Edgar Rice Burroughs John Carter of Mars. RPG review

Edgar Rice Burroughs John Carter of Mars RPG, Modiphius Entertainment, £41.99, Website

Reviewed by Rick Hudson

Hurrah! A John Carter Role Playing Game! If this hasn’t been a sf / fantasy setting aching to have an RPG based on it, I don’t know what is.

John Carter first appeared in a serialised adventure called ‘Under the Moons of Mars’ by Edgar Rice Burroughs in All-Story magazine in 1912 and was then published as a novel under the title of Princess of Mars in 1917. Burroughs was to produce a series of novels featuring this hero and his adventures on Barsoom (Mars), and also novels featuring Carter’s descendants and other Barsoomian characters, the last being John Carter of Mars, which was published posthumously in 1964. Carter was to later appear in comic strip adaptations by Dell Comics, Marvel and Dynamite Entertainment.
His most recent appearance has been in the rather splendid 2012 film John Carter starring Taylor Kitsch, Lynn Collins, Ciarán Hinds, James Purefoy and Willem Dafoe (well, I liked it even if no body else did, so there). Barsoom is as rich and original as any fantasy world with exotic flora and fauna, where swashbuckling adventures take heroes in voyages on flying ships to ancient temples and into conflict with bizarre monsters such as six-armed green warriors, synthetic men and have them sucked into the Machiavellian schemes of Zodanga (boo-hiss!).

Modipius have done a great job of bringing this game to life and doing so in a manner that is very playable as an RPG. The material production values of the rule book are of the company’s usual high standard. The book – rather unusually – is produced in landscape format in order to add drama to the epic illustrations of the Barsoomian landscape. One downside is that while the artwork is generally rather good some illustrations are a little disappointing, sometimes verging on the amateurish. But the game itself is rather splendid and utilises Modiphius’ house gaming mechanic: the 2d20 system. I’ve banged on about 2d20 system before in my reviews of other Modiphius games on this site, so won’t repeat myself here, other than to say that not only does it work well as a game engine, but it has this mysterious quality that enables a GM to evoke the specific flavour of a game world; whether that be Conan’s Hyboria, or Star Trek’s Federation. This system plays its part in bringing Barsoom to life in a game setting. The system works very well to facilitate games that encompass swash buckling action, treachery, intrigue and romance.
I will also flag up a problem with Modiphius game books that I have highlighted before: the company still have a problem with their writing. In crucial sections of the rules dealing with more complex points, the writing becomes obfuscating, unclear, confusing and vague.
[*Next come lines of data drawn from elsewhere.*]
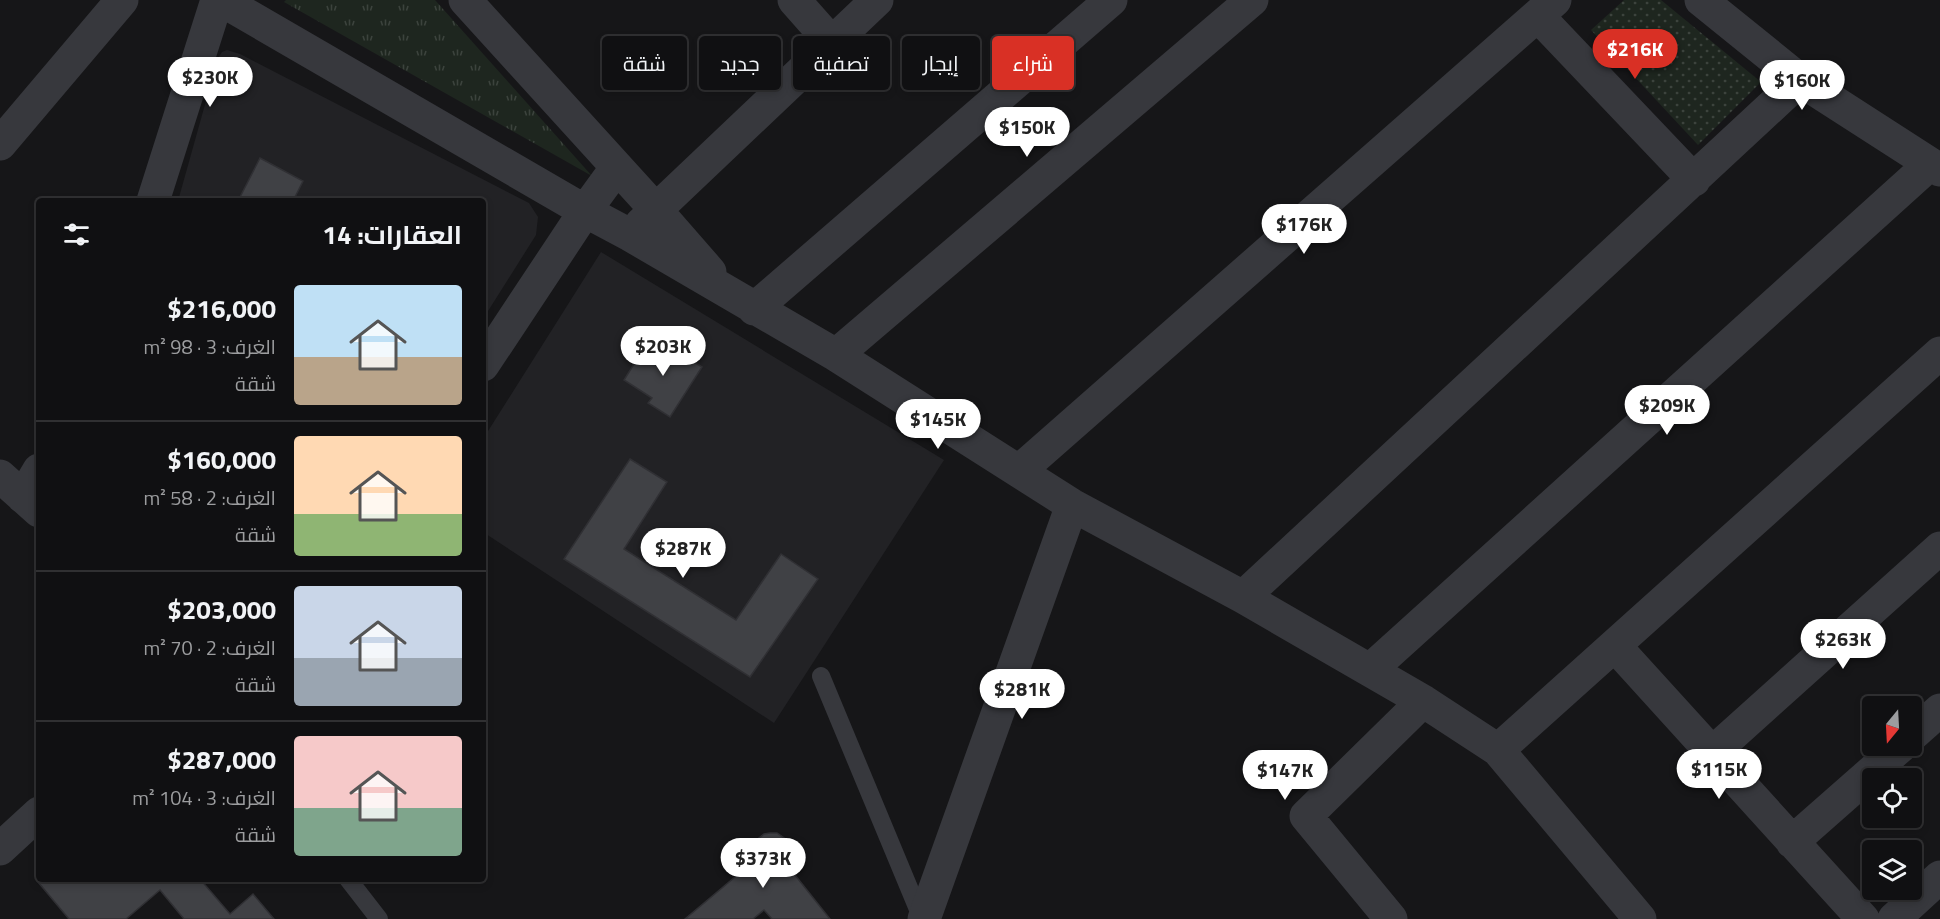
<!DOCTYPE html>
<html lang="ar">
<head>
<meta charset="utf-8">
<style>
  body { margin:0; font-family:"Titillium Web",Cairo,sans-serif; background:#1e1e20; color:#f1f3f6; direction:rtl; height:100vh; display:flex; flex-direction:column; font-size:22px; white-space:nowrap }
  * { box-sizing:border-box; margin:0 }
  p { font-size:20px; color:#9c9d9f }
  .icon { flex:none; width:33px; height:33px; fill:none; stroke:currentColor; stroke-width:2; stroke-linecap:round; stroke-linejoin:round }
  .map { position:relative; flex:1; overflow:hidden; direction:ltr }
  .panel { position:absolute; left:36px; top:198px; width:450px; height:684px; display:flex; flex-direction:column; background:#101012; border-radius:6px; box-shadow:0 3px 9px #0003,0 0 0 2px #303032; direction:rtl }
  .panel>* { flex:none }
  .top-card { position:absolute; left:504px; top:36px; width:570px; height:54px; direction:rtl; display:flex; gap:12px }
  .needle { width:39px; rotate:198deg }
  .tools { position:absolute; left:1862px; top:696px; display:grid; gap:12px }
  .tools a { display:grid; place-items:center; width:60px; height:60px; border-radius:6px; background:#101012; box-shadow:0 3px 9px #0003,0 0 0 2px #303032; font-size:30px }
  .price { position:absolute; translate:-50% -51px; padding:0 14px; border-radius:21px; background:#fff; color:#222; font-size:20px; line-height:39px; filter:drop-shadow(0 2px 3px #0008) }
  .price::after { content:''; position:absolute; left:50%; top:36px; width:18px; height:14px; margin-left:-9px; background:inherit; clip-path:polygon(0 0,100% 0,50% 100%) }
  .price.current { background:#d93025; color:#fff }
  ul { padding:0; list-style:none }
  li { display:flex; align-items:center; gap:18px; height:150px; padding:0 24px }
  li+li { border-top:2px solid #303032 }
  li span { display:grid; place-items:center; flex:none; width:168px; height:120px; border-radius:6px; color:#555 }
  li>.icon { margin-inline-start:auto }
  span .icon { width:72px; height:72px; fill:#fffc; stroke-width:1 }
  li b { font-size:26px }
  h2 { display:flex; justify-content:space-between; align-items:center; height:72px; padding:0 24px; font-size:26px }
  .tag { padding:0 21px; border-radius:6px; background:#101012; box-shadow:0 3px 9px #0003,0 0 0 2px #303032; font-size:21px; line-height:54px }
  .tag.current { background:#d93025; color:#fff }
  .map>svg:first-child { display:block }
  .built { fill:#222225 }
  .grass { fill:url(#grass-tufts) }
  .garden { fill:url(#garden-dots) }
  .building { fill:#404145; stroke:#303034; stroke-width:1.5 }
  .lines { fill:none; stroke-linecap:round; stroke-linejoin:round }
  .lane { stroke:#37383d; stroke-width:18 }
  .street { stroke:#37383d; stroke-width:33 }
</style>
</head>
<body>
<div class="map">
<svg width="1940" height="919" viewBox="0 0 1940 919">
  <defs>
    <pattern id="grass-tufts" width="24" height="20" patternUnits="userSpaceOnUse" patternTransform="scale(1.5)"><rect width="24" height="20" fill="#1e261f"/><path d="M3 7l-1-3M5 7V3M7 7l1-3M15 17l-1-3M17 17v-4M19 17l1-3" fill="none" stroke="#3c433d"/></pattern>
    <pattern id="garden-dots" width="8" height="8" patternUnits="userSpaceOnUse" patternTransform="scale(1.5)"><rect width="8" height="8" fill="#1e261f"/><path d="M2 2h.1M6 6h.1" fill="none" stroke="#3c433d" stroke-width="1.8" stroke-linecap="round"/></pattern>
  </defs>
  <rect width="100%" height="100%" fill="#161618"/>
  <path class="built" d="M227,50L240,54L529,203L538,217L536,235L483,319V201H178L218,58L222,52Z
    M601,252L944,460L774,723L483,532V439Z"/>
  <path class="grass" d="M286,0H435L592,176L284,2Z"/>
  <path class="garden" d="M1624,0H1661L1761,82L1698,145L1591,30Z"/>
  <path class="building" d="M260,158L303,181L293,201H238Z
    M649,340L677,358L680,353L702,367L670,417L648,403L652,398L624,380Z
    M630,459L667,482L624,549L736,620L781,554L818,579L750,677L564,559Z
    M770,833H777L787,840L791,853L787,865L830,919H772L764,910L753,919H685L754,861L752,855L754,842L764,834Z
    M41,879H200L230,914L253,894L274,919H184L160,890L126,919H69L38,882Z"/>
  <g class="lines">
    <path class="lane" d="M821,676L922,919
      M348,879L379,919"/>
    <path class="street" d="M221,0L585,211L630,235L836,355L1072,505L1243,597L1423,701L1498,750L1640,919
      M465,0L656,210L710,272
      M794,0L832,43
      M1701,0L1800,80L1940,170
      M1538,16L1694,180
      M0,144L122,0
      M153,201L217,0
      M641,224L877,0
      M754,309L1111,0
      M836,355L1252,0
      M483,365L585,211L617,167
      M1019,471L1555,0
      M0,476L39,511
      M23,497L39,470
      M1243,597L1800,80
      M1615,646L1863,919
      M1370,670L1930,164
      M1911,736L1940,710
      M1498,750L1940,353
      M1712,753L1940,548
      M1792,842L1901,746
      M0,849L39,813
      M924,919L1072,505
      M1391,919L1306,816L1423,701
      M1894,919L1940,877"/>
  </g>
</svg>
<div class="tools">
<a><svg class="needle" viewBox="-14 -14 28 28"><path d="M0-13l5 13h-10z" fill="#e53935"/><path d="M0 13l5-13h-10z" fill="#9c9d9f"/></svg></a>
<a><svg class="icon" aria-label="locate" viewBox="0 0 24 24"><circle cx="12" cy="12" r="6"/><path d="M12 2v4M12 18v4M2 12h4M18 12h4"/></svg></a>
<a><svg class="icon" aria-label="layers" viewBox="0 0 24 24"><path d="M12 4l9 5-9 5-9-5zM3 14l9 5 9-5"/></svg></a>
</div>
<b class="price current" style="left:1635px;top:80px">$216K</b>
<b class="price" style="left:210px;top:108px">$230K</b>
<b class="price" style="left:1802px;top:111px">$160K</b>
<b class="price" style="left:1027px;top:158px">$150K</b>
<b class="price" style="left:1304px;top:255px">$176K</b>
<b class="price" style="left:663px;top:377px">$203K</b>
<b class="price" style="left:1667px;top:436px">$209K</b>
<b class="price" style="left:938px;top:450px">$145K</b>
<b class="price" style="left:683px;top:579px">$287K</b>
<b class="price" style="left:1843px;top:670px">$263K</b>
<b class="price" style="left:1022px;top:720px">$281K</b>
<b class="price" style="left:1719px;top:800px">$115K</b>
<b class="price" style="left:1285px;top:801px">$147K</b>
<b class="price" style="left:763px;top:889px">$373K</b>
<div class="top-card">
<a class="tag current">شراء</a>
<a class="tag">إيجار</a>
<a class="tag">تصفية</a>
<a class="tag">جديد</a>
<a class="tag">شقة</a>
</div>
<section class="panel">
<h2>العقارات: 14<svg class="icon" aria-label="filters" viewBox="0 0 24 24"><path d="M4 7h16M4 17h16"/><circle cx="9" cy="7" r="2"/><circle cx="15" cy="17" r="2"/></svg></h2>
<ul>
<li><span style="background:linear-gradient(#bfe0f5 60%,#b9a48a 0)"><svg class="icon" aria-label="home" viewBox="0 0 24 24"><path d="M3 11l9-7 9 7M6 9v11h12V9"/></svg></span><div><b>$216,000</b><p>الغرف: 3 · 98 m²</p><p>شقة</p></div></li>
<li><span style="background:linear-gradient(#ffd9b3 65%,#8fb573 0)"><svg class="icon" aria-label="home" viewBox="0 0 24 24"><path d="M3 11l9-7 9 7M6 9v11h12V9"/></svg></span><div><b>$160,000</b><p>الغرف: 2 · 58 m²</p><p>شقة</p></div></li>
<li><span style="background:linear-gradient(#c9d6e8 60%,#9aa5b1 0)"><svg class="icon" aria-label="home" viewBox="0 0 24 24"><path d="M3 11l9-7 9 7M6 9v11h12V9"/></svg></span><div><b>$203,000</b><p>الغرف: 2 · 70 m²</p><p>شقة</p></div></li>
<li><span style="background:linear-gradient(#f6c9c9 60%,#7fa58c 0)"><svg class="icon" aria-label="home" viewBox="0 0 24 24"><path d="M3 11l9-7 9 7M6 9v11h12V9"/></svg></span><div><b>$287,000</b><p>الغرف: 3 · 104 m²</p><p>شقة</p></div></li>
</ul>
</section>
</div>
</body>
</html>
I know I’ve gone on about this when reviewing Conan and Star Trek games- but it is a point that Modiphius need to address. I was beginning to think it was just me fixating on this kind of stuff – but I’ve spoken to many people who have said the same thing. So Modiphius, your games are great, especially this one, but PLEASE sort this on-going nagging problem out.
The John Carter RPG has already got a lot of support material available. Not least a rather lovely line of miniatures that look rather smashing and evoke a true Barsoomian feel and style. There’s a GM screen which includes all the stuff you need and expect as a GM and, a Narrator’s Toolkit. (yes, we have to call GMs narrators in this game, not as crap as ‘Keeper’ I’ll admit). On an initial skim through the GM .. erm, Narrator’s Toolkit I thought that this was a bit of a nice to have but superfluous product, however as I explored the game more I changed my mind. John Carter is a game in which the heroes run around with swords fighting monsters and baddies; as such it would be very easy to design and run games which are not that different from any other RPG which features heroes running around with swords fighting monsters and baddies. It’s here that the Toolkit comes to the rescue by giving advise on how a game can be designed and run so that it emulates a John Carter narrative in spirit and style, and how you can create NPC adversaries and allies that are truly Barsoomian rather than stock RPG characters. The Toolkit ensures that you will be playing John Carter, not Dungeons & Dragons with flying boats.

Similarly, the scenario / campaign guide Phantoms of Mars provides the narrator (I remembered this time) with a par exemplar John Carter adventure to run and use as a template when designing their own games. Inveigling characters in a story which centres on a conspiracy instigated by a sinister and secretive organisation, this campaign has players skedaddling from one pulp influenced episode to another and is embedded with true Barsoomian flavour. Also, rather nicely there is a set of skirmish miniatures rules that enable you to utilise Modiphius’ John Carter miniatures which plays rather well.

I am a big John Carter fan and I have been looking forward to this game for some time. Yes, I stand by my remarks about the artwork and writing being a bit shoddy at times, but the game far from disappoints. Indeed, it exceeds the rather high expectations I had of it.